_YOUR INSTRUCTIONS_
Output the records below verbatim, minus the pictures.

_RECORD EXTRACTS_
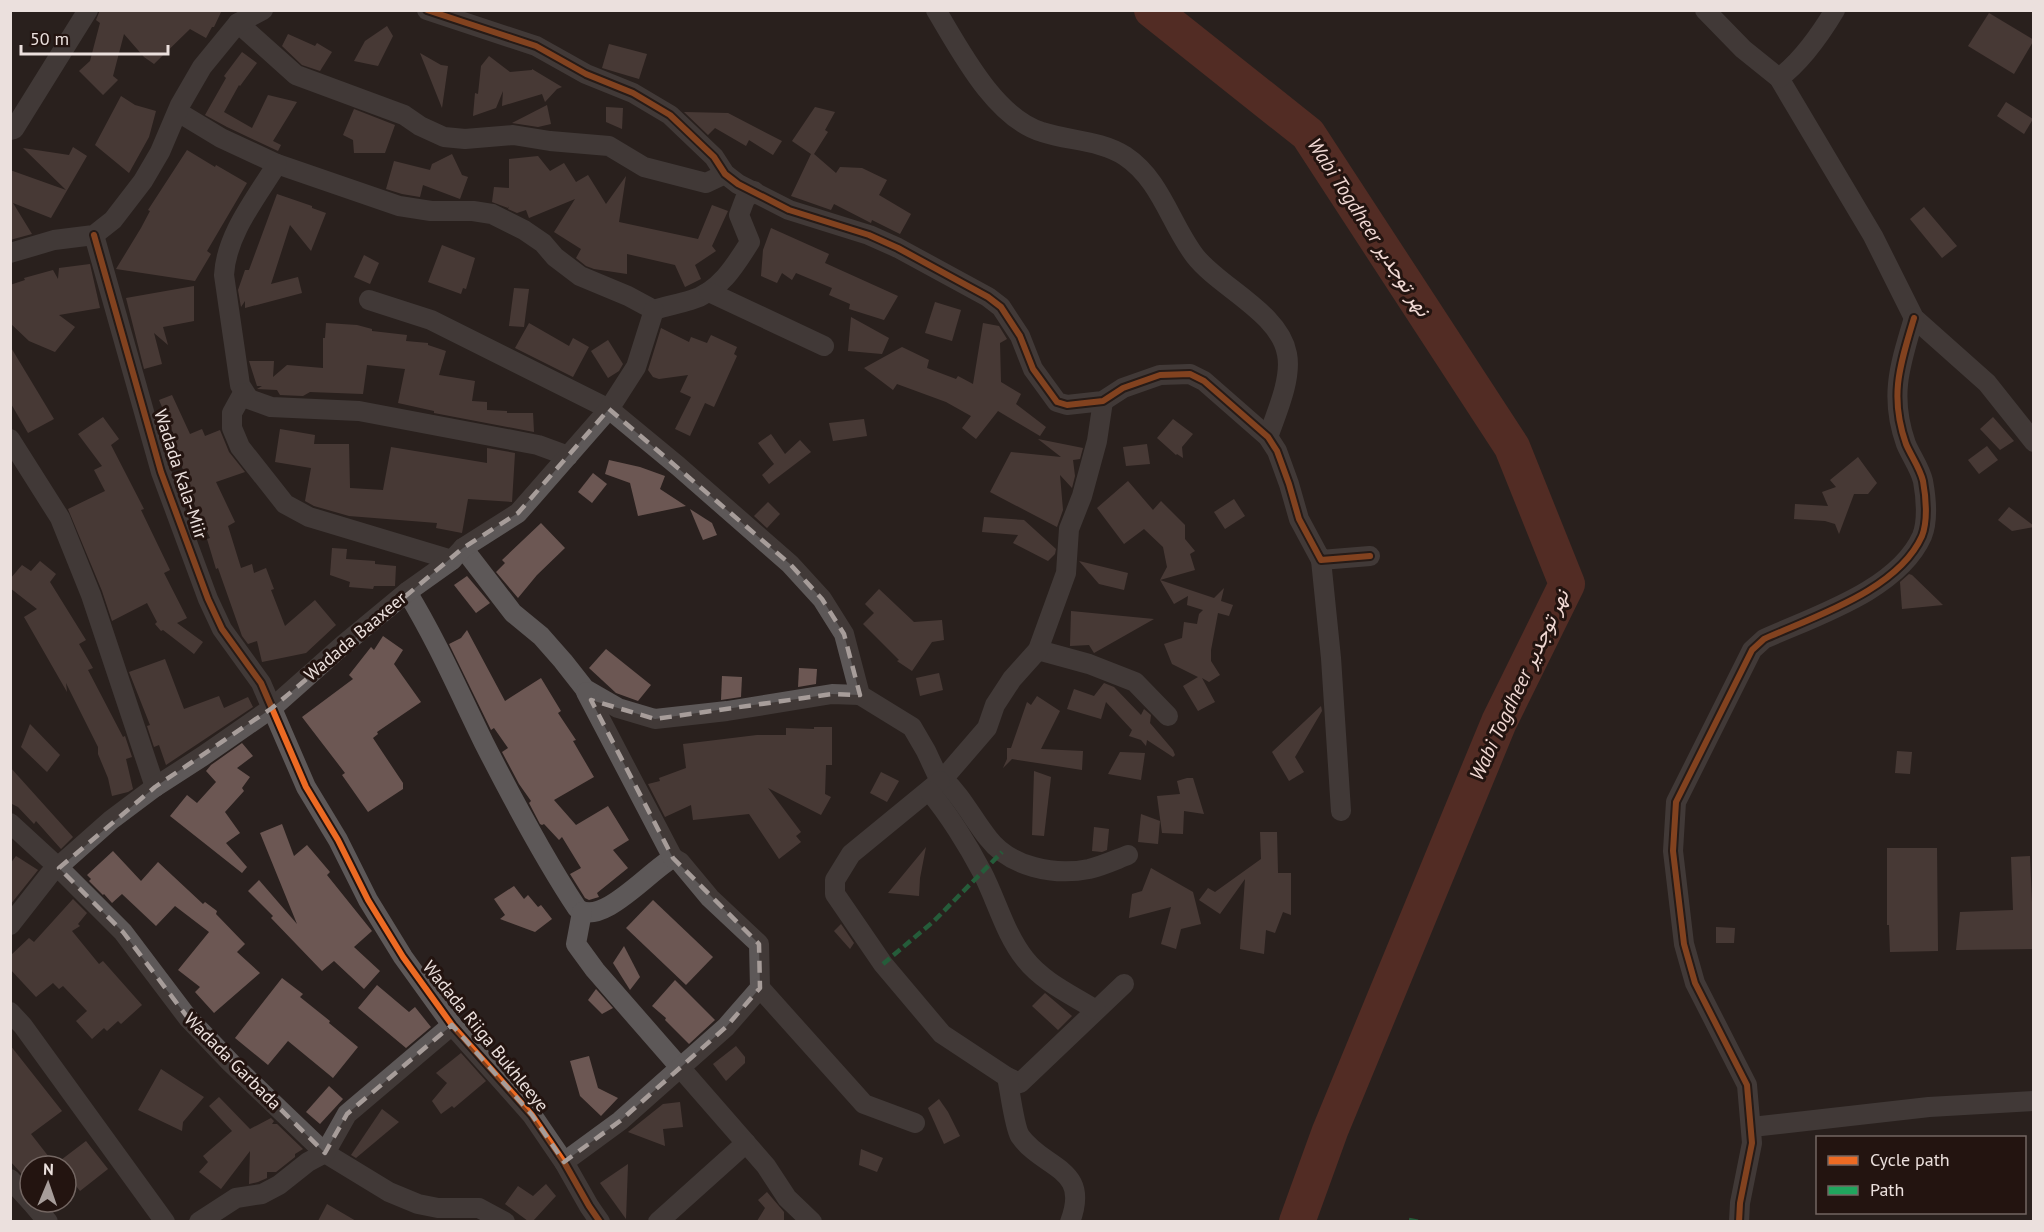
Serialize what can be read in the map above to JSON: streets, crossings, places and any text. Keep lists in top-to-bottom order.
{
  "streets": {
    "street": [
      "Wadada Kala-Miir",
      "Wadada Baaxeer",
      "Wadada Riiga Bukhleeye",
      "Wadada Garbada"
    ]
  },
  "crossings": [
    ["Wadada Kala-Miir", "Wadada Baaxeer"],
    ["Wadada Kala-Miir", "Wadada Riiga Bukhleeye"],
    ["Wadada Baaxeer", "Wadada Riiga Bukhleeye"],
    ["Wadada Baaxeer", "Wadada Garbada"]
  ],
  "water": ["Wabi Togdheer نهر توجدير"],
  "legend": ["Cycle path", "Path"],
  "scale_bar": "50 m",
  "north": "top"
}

_RESPONSE TO THIS EXERCISE_
Serialize what can be read in the map above to JSON: streets, crossings, places and any text. Keep lists in top-to-bottom order.
{
  "streets": {
    "street": [
      "Wadada Kala-Miir",
      "Wadada Baaxeer",
      "Wadada Riiga Bukhleeye",
      "Wadada Garbada"
    ]
  },
  "crossings": [
    ["Wadada Kala-Miir", "Wadada Baaxeer"],
    ["Wadada Kala-Miir", "Wadada Riiga Bukhleeye"],
    ["Wadada Baaxeer", "Wadada Riiga Bukhleeye"],
    ["Wadada Baaxeer", "Wadada Garbada"]
  ],
  "water": ["Wabi Togdheer نهر توجدير"],
  "legend": ["Cycle path", "Path"],
  "scale_bar": "50 m",
  "north": "top"
}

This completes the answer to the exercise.